Before the Automobile: The Challenge of Steam Power
The history of the automobile begins a full century before the internal combustion engine. In 1769, French military engineer Nicolas-Joseph Cugnot built the world’s first self-propelled mechanical vehicle — the Fardier à vapeur, or steam carriage.[2] Originally developed at the request of the French army to transport cannons, this three-wheeled vehicle had a distinctive design in which the front wheel handled both steering and propulsion simultaneously.

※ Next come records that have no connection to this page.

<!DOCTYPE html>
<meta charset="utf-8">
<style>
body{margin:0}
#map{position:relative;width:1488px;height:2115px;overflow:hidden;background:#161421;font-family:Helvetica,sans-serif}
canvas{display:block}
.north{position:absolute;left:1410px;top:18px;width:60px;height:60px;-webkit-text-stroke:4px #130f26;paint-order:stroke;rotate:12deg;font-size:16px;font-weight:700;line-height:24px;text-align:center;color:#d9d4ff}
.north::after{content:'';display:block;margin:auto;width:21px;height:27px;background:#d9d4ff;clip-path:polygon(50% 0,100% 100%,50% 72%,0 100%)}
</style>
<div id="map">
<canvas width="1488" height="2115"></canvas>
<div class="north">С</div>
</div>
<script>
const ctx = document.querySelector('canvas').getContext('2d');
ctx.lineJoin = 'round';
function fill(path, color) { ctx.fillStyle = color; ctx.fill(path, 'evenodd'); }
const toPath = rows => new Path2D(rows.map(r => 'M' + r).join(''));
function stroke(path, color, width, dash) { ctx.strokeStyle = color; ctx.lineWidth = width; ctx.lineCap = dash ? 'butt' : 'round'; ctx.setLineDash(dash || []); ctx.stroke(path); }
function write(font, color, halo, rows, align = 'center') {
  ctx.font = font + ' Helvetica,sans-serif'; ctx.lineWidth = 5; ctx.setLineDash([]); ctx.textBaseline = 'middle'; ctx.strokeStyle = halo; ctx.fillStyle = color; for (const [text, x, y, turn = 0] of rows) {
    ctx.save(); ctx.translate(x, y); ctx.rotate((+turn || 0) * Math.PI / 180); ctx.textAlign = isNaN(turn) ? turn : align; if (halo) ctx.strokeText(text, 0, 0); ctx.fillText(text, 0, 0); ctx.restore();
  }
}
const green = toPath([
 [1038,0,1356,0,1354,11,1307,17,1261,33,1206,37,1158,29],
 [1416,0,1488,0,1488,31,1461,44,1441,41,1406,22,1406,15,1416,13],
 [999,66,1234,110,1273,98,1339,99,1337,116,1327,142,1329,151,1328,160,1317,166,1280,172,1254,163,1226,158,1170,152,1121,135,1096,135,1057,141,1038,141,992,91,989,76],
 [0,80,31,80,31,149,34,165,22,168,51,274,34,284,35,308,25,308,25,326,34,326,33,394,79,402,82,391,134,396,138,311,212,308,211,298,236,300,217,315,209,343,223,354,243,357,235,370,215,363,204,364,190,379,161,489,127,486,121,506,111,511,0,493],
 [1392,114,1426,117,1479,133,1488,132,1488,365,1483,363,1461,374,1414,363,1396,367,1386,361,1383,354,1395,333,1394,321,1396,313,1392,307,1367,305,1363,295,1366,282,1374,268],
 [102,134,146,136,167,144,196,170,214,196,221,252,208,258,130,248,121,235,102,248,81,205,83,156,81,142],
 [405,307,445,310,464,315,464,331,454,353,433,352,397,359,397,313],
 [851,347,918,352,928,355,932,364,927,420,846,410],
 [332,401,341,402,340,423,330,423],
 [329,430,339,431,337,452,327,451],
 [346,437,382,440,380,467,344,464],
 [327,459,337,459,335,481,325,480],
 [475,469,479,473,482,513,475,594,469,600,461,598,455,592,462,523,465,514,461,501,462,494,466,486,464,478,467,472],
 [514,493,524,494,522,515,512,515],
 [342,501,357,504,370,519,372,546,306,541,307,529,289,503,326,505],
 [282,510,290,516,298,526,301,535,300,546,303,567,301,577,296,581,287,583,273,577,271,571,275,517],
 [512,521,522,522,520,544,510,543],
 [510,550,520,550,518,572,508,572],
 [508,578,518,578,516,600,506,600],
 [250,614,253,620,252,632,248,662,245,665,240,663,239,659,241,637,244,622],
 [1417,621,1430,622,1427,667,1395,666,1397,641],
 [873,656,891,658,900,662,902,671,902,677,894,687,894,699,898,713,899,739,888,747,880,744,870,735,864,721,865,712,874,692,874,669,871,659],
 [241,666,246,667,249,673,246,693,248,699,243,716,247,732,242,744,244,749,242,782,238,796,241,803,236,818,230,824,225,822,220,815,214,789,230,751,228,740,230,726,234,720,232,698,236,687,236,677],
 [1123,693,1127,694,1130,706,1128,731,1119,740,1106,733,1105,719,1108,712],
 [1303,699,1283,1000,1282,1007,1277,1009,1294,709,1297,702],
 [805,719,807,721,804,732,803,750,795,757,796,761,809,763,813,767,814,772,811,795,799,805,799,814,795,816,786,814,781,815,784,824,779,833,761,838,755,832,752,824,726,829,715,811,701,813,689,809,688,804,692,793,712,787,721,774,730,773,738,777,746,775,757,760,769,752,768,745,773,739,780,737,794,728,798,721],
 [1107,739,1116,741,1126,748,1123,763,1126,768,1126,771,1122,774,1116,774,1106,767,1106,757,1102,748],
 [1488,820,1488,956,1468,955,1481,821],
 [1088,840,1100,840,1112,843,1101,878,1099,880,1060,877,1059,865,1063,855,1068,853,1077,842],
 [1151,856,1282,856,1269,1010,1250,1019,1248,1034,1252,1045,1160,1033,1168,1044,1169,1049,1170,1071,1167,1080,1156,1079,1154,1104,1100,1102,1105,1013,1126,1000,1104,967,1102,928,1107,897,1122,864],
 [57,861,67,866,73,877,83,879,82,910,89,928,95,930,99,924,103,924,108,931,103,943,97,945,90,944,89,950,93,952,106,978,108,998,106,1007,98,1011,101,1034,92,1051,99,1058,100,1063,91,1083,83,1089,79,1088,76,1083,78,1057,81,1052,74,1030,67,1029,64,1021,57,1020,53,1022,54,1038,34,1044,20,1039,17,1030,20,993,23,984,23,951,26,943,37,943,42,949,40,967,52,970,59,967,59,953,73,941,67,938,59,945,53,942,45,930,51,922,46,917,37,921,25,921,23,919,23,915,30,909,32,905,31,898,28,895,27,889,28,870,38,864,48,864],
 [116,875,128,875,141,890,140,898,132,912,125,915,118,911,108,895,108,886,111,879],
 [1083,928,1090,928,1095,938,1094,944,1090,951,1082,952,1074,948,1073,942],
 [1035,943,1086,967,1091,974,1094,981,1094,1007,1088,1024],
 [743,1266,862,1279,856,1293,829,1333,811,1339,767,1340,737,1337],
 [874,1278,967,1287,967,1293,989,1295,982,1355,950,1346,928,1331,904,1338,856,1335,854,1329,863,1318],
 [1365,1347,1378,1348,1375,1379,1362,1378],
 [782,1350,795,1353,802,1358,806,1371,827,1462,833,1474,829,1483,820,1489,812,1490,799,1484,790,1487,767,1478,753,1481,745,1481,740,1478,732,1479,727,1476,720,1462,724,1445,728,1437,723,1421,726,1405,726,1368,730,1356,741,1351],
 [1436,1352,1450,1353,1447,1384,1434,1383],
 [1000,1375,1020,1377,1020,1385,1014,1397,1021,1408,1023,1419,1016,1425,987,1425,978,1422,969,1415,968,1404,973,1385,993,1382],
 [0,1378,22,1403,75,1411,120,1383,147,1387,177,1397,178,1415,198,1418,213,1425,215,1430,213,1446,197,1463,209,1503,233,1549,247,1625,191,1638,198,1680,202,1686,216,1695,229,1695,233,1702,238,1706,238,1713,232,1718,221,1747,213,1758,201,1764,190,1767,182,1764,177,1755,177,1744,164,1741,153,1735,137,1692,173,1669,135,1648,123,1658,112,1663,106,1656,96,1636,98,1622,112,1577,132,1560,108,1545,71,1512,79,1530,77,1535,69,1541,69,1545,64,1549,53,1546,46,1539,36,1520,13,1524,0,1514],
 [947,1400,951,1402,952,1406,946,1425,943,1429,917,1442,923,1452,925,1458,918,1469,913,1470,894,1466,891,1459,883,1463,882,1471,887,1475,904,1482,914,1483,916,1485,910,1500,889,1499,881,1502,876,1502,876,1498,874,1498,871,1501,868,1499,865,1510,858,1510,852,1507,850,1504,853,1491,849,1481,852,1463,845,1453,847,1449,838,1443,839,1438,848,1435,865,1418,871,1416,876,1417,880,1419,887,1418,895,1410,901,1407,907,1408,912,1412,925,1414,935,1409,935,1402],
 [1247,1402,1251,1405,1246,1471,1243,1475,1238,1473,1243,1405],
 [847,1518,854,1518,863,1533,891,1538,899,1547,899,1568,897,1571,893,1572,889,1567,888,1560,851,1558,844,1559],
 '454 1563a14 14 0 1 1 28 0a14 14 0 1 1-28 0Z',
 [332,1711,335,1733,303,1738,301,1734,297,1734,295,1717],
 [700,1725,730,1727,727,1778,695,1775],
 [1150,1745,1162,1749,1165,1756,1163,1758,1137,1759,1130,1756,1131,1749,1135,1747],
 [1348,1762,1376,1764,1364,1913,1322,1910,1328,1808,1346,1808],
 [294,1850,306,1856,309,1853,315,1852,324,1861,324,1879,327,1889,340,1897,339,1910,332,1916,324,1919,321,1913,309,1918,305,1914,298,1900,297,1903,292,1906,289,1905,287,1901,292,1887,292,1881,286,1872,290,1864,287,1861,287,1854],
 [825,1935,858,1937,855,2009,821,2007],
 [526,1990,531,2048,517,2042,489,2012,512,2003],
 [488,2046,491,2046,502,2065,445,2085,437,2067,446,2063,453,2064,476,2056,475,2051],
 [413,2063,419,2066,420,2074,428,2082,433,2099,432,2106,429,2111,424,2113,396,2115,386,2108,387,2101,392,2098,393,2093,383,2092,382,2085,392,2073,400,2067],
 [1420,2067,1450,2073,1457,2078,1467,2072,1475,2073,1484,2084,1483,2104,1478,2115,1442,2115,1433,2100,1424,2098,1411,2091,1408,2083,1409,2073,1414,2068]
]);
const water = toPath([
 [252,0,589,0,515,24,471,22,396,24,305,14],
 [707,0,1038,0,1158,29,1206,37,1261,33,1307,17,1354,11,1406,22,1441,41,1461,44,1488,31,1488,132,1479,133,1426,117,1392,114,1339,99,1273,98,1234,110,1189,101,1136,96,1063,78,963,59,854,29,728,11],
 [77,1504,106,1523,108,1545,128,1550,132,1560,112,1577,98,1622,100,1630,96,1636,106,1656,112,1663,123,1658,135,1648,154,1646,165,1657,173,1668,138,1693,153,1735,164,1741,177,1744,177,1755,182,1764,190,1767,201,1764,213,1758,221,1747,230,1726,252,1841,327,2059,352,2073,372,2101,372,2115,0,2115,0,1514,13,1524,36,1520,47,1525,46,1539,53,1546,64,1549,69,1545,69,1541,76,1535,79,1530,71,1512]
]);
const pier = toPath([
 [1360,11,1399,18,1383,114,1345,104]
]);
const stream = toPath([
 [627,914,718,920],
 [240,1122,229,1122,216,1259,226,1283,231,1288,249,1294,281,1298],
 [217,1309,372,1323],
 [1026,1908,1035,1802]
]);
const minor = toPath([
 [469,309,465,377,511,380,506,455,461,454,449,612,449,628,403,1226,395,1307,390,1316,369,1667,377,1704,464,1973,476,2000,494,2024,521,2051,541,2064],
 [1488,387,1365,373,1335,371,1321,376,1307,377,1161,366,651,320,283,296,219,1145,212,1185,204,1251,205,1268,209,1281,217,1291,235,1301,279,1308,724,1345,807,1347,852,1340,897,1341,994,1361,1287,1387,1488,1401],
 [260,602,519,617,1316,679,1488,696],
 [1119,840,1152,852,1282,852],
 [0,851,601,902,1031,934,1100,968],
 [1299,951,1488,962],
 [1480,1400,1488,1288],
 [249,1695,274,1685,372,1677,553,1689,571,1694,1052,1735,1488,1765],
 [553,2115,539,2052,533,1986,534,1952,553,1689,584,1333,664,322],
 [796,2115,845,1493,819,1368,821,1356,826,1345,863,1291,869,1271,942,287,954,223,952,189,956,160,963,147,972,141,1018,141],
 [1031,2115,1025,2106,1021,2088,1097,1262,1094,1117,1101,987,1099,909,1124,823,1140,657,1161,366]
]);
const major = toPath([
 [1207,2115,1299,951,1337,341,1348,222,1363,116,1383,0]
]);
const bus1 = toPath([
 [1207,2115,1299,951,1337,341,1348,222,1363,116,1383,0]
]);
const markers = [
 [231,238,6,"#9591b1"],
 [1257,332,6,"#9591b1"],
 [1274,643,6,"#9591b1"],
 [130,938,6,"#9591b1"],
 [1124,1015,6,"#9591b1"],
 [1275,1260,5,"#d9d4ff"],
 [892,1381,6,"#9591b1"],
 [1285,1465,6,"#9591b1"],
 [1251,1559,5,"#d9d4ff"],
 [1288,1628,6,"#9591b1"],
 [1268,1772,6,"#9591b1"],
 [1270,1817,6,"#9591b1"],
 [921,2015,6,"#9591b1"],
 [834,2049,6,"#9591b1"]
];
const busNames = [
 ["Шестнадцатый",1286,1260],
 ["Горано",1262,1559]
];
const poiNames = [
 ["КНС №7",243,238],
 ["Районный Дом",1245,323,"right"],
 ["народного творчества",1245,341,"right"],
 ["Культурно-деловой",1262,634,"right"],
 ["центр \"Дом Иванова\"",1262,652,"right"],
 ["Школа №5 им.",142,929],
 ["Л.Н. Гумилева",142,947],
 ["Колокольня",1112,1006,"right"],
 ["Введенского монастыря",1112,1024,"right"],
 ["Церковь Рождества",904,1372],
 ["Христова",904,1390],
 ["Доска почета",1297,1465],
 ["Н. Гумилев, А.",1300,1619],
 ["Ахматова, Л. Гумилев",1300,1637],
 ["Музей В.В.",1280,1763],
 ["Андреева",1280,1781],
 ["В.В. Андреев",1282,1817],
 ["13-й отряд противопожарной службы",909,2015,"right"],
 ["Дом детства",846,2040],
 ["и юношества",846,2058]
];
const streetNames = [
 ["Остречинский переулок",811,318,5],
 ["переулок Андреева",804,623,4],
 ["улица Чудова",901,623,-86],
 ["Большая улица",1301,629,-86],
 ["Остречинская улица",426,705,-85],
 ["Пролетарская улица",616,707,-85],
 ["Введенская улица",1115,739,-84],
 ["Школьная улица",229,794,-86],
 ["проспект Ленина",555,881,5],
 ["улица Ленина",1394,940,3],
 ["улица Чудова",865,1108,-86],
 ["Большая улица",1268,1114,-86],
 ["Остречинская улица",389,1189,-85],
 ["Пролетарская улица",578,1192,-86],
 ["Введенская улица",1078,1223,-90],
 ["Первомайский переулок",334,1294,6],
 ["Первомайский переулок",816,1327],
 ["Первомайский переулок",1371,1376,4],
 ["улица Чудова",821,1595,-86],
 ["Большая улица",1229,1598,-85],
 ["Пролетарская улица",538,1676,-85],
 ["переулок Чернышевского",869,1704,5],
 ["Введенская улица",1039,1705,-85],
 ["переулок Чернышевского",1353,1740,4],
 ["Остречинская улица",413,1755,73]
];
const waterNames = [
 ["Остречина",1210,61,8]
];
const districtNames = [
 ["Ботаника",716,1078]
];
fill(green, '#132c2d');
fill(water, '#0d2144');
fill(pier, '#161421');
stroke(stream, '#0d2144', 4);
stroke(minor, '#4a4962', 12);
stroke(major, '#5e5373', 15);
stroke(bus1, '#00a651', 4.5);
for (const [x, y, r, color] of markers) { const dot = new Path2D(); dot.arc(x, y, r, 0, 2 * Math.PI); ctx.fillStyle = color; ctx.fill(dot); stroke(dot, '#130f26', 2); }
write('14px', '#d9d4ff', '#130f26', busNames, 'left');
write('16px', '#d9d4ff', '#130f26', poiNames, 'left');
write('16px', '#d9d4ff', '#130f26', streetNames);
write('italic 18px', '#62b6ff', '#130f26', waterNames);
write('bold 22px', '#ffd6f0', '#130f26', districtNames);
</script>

However, Cugnot’s steam carriage had critical limitations. Its weight distribution was dangerously unbalanced, making it extremely difficult to steer, and the low boiler capacity meant steam had to be replenished every 15 minutes.[2] Historical records indicate that during a test run on the streets of Paris, the vehicle actually collided with a wall. King Louis XV granted a pension to honor this remarkable invention, and the vehicle is now preserved at the Conservatoire National des Arts et Métiers in Paris.[3]
Throughout the 19th century, steam-powered automobiles were continuously developed across Britain and Europe. But the practical limitations — heavy, slow, and requiring a constant supply of water and coal — were never fully overcome. The true revolution came from elsewhere.

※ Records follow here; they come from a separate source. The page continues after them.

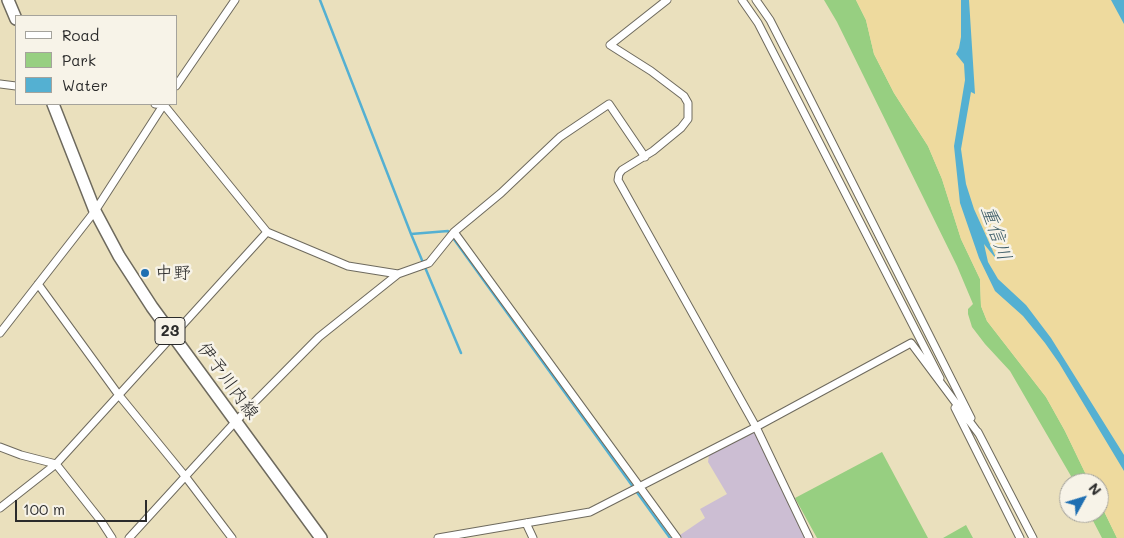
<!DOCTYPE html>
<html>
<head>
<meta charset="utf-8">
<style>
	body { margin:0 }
	#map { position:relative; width:1124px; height:538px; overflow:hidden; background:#eae0bd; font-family:Mali,sans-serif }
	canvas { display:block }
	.legend { position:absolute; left:15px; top:15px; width:162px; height:90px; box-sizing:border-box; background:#f7f3e8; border:1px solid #a5a39c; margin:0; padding:6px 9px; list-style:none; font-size:15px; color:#2b2b2b }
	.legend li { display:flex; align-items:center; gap:10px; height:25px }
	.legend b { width:25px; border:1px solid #a5a39c }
	.north { position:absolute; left:1059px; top:473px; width:50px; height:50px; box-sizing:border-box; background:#f7f3e8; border:1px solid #a5a39c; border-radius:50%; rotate:51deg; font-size:14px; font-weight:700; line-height:20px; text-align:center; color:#2b2b2b }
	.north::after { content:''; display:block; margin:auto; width:18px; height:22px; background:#1f6fb2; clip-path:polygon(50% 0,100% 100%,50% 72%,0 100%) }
	.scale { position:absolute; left:15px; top:500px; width:132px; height:22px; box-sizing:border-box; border:2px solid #2b2b2b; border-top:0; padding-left:6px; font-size:15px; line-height:18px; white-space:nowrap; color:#2b2b2b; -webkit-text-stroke:4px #f7f3e8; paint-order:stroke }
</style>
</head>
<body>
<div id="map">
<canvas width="1124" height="538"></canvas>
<ul class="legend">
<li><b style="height:6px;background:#fff"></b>Road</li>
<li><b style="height:14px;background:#97cf81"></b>Park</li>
<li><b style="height:14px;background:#54b0d2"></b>Water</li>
</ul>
<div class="north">N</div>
<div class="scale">100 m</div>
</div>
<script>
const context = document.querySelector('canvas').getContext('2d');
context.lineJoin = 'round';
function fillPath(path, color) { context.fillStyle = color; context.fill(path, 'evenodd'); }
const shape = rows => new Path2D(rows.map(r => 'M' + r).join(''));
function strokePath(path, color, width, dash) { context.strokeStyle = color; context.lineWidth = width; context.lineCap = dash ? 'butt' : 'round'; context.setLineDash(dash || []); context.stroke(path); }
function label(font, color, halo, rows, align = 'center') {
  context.font = font + ' Mali,"Klee One",sans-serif'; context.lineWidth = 5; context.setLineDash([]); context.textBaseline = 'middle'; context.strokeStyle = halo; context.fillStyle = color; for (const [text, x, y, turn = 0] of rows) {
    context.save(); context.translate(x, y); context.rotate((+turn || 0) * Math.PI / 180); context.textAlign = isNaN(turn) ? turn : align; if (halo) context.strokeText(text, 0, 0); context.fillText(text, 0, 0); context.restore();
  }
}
fillPath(shape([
	[754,431,806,538,682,538,680,535,705,518,700,509,727,494,708,462,709,455]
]), '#ccbed3');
fillPath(shape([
	[824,0,856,0,866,20,874,54,894,93,928,146,942,179,961,239,980,279,981,306,987,321,1046,397,1065,431,1090,483,1075,483,1010,371,985,344,972,327,968,314,968,309,973,304,957,266,837,22],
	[882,452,928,538,817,538,795,498],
	[1099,501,1117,538,1102,538,1089,513,1099,513],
	[966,525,973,538,943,538]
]), '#97cf81');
fillPath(shape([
	[856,0,1124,0,1124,538,1117,538,1099,501,1099,483,1090,483,1065,431,1046,397,987,321,981,306,980,279,961,239,942,179,928,146,894,93,874,54,866,20]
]), '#eeda9e');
fillPath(shape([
	[961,0,969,0,975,94,971,92,961,149,966,184,974,209,997,260,984,244,988,262,998,279,1026,305,1051,338,1124,455,1124,471,1059,363,1045,343,1023,316,995,291,979,258,960,203,954,146,965,80,964,64,956,54,959,48,961,37],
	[1111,0,1124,0,1124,24]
]), '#54b0d2');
strokePath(shape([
	[320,0,411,234,448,231,670,538],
	[411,234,461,353]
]), '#54b0d2', 2.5);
const minor = shape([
	[667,0,610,45,651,71,684,96,688,103,688,119,681,128,653,151,622,170,619,174,618,180,756,427,809,538],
	[742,0,758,23,940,378],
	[756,0,770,20,794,67,971,418],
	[0,84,16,86],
	[176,86,235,0],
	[155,104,164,105,267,232,348,266,398,274],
	[454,232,677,538],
	[38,284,118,394,185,476,232,538],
	[0,333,95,211,164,104],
	[955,408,1020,538],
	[978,432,1033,538],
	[0,447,21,455,56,464,101,521,112,538],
	[0,508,56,464,267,232],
	[526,523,533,538],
	[129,538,236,421,319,337,398,274,429,263,454,232,501,193,560,137,609,104,645,157],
	[438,538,590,512,756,427,911,343,979,434]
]);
const primary = shape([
	[8,0,16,19],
	[53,104,95,211,119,256,152,307,321,538]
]);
strokePath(minor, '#6e6a5e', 9);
strokePath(primary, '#6e6a5e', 14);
strokePath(minor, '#fff', 7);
strokePath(primary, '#fff', 11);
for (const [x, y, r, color] of [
	[145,273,5,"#1f6fb2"]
]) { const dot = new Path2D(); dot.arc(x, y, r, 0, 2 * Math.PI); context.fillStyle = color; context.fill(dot); strokePath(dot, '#f7f3e8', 2); }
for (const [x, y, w] of [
	[170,331,30]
]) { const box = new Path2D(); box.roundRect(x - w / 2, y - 13.5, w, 27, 4); context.fillStyle = '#f7f3e8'; context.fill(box); strokePath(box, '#2b2b2b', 1); }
label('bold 16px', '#2b2b2b', null, [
	["23",170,331]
]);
label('18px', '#2b2b2b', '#f7f3e8', [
	["中野",155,273]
], 'left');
label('18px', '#2b2b2b', '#f7f3e8', [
	["伊予川内線",228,381,54]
]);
label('italic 19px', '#395a65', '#f7f3e8', [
	["重信川",996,233,71]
]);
</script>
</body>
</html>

The Birth of the Internal Combustion Engine: Karl Benz and Gottlieb Daimler
The year 1886 is a watershed in automotive history. Two German inventors, who had never met each other, completed the first practical internal combustion engine automobiles almost simultaneously.[4]
Karl Benz and the Patent-Motorwagen
Karl Benz (1844–1929) completed the Benz Patent-Motorwagen in Mannheim in 1885 and obtained the patent (DRP 37435) on January 29, 1886.[4] This vehicle is recognized as the first practical and modern automobile, and later became the first automobile to be mass-produced. Benz’s design incorporated a crankshaft, an electric ignition system, and a water-cooled cooling system — the fundamental components of today’s internal combustion engines.[5]
And as described at the opening, Bertha Benz’s 1888 long-distance journey played a decisive role in bringing her husband’s invention to the world’s attention. The need for an additional gear she identified on uphill sections led to the development of the transmission, while the sediment clogging the fuel line led to improvements in fuel filters. Bertha’s journey was not merely a publicity stunt — it was genuine technical validation.[1]
Gottlieb Daimler and the High-Speed Engine
At the same time, in Stuttgart, Gottlieb Daimler (1834–1900) was working with Wilhelm Maybach to develop a high-speed liquid petroleum fuel engine.[4] In 1885, they mounted this engine on a two-wheeled vehicle to create the world’s first internal combustion motorcycle, and the following year they fitted it to a four-wheeled carriage to complete the first gasoline-powered automobile.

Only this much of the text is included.